- Task directions -
The answer should be each line of the records that contains the word "Marinho"; please copy them all.

════════════════════

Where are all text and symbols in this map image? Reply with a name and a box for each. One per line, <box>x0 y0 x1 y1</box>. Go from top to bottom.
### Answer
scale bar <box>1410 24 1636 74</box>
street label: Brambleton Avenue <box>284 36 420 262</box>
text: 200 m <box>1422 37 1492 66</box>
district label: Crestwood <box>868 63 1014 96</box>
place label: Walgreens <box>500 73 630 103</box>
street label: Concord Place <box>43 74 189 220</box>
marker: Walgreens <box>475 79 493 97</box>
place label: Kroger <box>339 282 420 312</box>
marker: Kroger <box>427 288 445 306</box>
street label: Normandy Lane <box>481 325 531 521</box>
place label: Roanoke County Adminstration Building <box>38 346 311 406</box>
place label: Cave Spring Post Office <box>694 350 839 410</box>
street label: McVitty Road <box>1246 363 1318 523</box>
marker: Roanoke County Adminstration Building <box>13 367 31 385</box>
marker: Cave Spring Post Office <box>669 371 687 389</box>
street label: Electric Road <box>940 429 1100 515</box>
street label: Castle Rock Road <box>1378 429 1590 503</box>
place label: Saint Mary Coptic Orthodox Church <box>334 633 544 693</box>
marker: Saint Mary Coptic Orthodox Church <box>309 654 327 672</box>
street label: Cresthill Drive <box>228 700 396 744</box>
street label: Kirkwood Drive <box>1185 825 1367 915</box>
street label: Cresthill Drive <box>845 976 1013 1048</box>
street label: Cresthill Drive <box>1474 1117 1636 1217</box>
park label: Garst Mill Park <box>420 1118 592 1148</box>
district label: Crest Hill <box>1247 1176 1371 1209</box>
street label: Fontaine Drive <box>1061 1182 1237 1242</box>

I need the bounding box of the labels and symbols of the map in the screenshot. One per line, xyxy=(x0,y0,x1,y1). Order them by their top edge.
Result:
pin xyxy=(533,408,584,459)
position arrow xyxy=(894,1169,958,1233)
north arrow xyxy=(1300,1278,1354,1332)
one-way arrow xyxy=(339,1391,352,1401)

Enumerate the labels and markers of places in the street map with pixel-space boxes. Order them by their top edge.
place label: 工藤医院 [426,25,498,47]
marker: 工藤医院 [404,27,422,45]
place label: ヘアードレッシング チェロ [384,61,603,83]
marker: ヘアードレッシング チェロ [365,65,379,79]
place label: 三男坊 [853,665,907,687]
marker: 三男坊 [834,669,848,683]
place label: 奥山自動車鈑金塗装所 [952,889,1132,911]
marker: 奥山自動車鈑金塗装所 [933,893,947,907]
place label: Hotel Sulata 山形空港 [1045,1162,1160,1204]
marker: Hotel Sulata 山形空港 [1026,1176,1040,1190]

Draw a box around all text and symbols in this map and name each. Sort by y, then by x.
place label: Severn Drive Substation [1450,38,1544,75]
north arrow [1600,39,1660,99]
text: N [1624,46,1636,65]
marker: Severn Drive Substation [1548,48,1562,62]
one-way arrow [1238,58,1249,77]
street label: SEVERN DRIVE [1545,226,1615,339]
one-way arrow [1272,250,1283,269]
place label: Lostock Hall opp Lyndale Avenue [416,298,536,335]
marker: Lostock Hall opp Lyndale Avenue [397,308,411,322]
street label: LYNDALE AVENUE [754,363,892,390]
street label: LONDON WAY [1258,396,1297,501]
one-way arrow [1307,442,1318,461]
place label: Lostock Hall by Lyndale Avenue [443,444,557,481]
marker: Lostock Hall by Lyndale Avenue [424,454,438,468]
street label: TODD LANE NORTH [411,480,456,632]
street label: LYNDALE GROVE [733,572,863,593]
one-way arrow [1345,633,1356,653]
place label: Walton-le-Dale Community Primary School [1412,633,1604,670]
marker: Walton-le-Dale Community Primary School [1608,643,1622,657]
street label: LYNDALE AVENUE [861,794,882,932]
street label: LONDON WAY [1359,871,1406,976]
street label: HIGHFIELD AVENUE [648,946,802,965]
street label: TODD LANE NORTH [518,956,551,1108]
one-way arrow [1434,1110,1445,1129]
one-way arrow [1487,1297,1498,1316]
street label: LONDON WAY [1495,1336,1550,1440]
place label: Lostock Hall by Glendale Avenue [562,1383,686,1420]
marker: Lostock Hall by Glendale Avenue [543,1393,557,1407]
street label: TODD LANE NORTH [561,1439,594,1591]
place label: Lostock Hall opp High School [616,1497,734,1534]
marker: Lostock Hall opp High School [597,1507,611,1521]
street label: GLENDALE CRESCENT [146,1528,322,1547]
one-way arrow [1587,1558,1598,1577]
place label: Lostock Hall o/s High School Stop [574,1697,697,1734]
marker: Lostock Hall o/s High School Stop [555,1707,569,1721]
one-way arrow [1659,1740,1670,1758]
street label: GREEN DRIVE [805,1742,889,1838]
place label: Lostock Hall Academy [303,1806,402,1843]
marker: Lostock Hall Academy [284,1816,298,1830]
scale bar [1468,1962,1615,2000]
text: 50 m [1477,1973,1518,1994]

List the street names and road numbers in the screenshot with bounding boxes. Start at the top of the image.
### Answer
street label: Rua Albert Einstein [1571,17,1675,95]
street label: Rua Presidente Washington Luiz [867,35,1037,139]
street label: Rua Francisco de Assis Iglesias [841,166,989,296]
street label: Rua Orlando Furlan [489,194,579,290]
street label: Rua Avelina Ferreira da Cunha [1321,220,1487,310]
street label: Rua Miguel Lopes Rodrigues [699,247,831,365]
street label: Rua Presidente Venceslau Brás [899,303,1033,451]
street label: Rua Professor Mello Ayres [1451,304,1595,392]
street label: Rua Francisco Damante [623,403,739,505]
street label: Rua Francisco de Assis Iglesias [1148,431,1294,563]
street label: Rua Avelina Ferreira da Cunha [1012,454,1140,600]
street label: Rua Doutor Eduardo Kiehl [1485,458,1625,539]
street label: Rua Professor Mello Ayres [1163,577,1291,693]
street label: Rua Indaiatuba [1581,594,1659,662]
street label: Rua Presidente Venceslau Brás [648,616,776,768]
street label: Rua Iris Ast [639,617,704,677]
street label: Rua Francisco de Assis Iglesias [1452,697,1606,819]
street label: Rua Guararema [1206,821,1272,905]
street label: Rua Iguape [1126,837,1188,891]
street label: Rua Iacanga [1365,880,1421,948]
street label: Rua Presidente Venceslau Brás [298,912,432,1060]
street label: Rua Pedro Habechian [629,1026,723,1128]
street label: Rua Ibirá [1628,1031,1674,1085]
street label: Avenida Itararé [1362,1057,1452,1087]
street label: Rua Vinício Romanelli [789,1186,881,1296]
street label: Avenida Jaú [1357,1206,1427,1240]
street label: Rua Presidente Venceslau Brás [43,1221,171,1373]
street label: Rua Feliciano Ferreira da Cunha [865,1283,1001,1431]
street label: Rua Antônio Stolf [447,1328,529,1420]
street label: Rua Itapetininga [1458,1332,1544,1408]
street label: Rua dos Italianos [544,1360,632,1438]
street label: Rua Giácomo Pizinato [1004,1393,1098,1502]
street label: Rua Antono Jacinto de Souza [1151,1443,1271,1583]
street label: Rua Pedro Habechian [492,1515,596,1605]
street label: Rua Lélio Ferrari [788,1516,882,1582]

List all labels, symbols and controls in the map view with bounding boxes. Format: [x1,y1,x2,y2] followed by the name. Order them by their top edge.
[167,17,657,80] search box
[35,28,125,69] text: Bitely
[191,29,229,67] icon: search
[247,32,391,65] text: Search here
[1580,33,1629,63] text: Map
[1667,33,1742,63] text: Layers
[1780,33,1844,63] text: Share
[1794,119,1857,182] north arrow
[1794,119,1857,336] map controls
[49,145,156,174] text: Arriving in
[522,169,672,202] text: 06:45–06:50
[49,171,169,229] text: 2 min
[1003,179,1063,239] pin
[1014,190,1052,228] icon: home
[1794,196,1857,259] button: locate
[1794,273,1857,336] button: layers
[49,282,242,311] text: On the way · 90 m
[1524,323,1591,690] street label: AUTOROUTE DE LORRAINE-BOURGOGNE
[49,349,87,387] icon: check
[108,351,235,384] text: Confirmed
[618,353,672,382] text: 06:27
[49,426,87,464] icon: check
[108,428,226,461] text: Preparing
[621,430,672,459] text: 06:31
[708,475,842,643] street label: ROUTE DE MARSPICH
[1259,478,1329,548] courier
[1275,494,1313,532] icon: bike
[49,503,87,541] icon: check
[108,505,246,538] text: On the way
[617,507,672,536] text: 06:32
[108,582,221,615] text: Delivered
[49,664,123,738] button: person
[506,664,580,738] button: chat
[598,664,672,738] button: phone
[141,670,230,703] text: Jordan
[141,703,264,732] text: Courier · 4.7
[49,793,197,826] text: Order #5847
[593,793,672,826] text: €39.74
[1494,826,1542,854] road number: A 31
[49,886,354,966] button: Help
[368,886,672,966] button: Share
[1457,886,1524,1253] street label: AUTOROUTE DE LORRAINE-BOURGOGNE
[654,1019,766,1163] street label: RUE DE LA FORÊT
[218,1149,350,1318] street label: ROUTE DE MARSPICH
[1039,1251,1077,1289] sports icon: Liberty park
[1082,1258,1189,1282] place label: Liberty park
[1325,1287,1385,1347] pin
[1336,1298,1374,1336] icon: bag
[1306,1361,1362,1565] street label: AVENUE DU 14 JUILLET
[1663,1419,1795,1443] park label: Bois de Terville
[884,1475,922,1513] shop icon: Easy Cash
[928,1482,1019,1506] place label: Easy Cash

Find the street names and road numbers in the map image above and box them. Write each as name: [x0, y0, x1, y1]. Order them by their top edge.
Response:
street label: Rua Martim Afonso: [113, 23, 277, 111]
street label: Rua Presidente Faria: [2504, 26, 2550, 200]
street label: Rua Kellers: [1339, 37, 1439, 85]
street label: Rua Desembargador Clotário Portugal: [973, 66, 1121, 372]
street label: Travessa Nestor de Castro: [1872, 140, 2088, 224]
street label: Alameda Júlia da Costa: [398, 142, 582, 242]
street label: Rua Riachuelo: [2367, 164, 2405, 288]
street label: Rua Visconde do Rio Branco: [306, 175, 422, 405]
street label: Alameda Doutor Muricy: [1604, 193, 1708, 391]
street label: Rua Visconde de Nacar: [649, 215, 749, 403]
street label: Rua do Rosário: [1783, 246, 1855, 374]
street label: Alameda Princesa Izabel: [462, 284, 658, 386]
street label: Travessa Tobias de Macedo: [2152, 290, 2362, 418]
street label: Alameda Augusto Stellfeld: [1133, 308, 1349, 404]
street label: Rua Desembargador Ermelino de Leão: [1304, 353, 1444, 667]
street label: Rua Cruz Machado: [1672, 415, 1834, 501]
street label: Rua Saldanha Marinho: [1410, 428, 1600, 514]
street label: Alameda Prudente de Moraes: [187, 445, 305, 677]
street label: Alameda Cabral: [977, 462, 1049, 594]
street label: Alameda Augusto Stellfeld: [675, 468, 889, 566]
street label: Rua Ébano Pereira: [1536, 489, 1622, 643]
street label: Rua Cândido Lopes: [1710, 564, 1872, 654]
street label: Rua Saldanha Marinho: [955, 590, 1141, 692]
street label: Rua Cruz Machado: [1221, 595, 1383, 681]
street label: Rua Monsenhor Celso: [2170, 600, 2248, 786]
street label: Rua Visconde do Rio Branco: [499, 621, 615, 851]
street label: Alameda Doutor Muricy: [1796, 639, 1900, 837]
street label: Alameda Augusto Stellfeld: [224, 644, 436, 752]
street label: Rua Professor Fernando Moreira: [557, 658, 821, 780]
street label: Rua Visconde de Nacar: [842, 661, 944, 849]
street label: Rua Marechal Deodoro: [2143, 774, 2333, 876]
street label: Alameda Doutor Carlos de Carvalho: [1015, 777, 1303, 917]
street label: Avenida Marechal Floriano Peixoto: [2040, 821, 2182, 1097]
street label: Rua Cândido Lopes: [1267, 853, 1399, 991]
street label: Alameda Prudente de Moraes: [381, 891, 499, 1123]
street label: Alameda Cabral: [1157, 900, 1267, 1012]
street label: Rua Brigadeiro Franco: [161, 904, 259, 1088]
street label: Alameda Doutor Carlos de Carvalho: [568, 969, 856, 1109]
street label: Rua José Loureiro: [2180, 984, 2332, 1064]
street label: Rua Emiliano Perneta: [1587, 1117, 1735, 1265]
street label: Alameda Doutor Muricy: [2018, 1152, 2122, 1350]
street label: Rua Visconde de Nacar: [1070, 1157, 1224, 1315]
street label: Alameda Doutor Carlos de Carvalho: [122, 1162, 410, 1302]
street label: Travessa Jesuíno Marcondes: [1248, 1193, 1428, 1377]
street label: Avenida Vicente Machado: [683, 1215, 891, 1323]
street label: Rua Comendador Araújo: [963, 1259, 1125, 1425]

════════════════════

- Answer area -
street label: Rua Saldanha Marinho: [1410, 428, 1600, 514]
street label: Rua Saldanha Marinho: [955, 590, 1141, 692]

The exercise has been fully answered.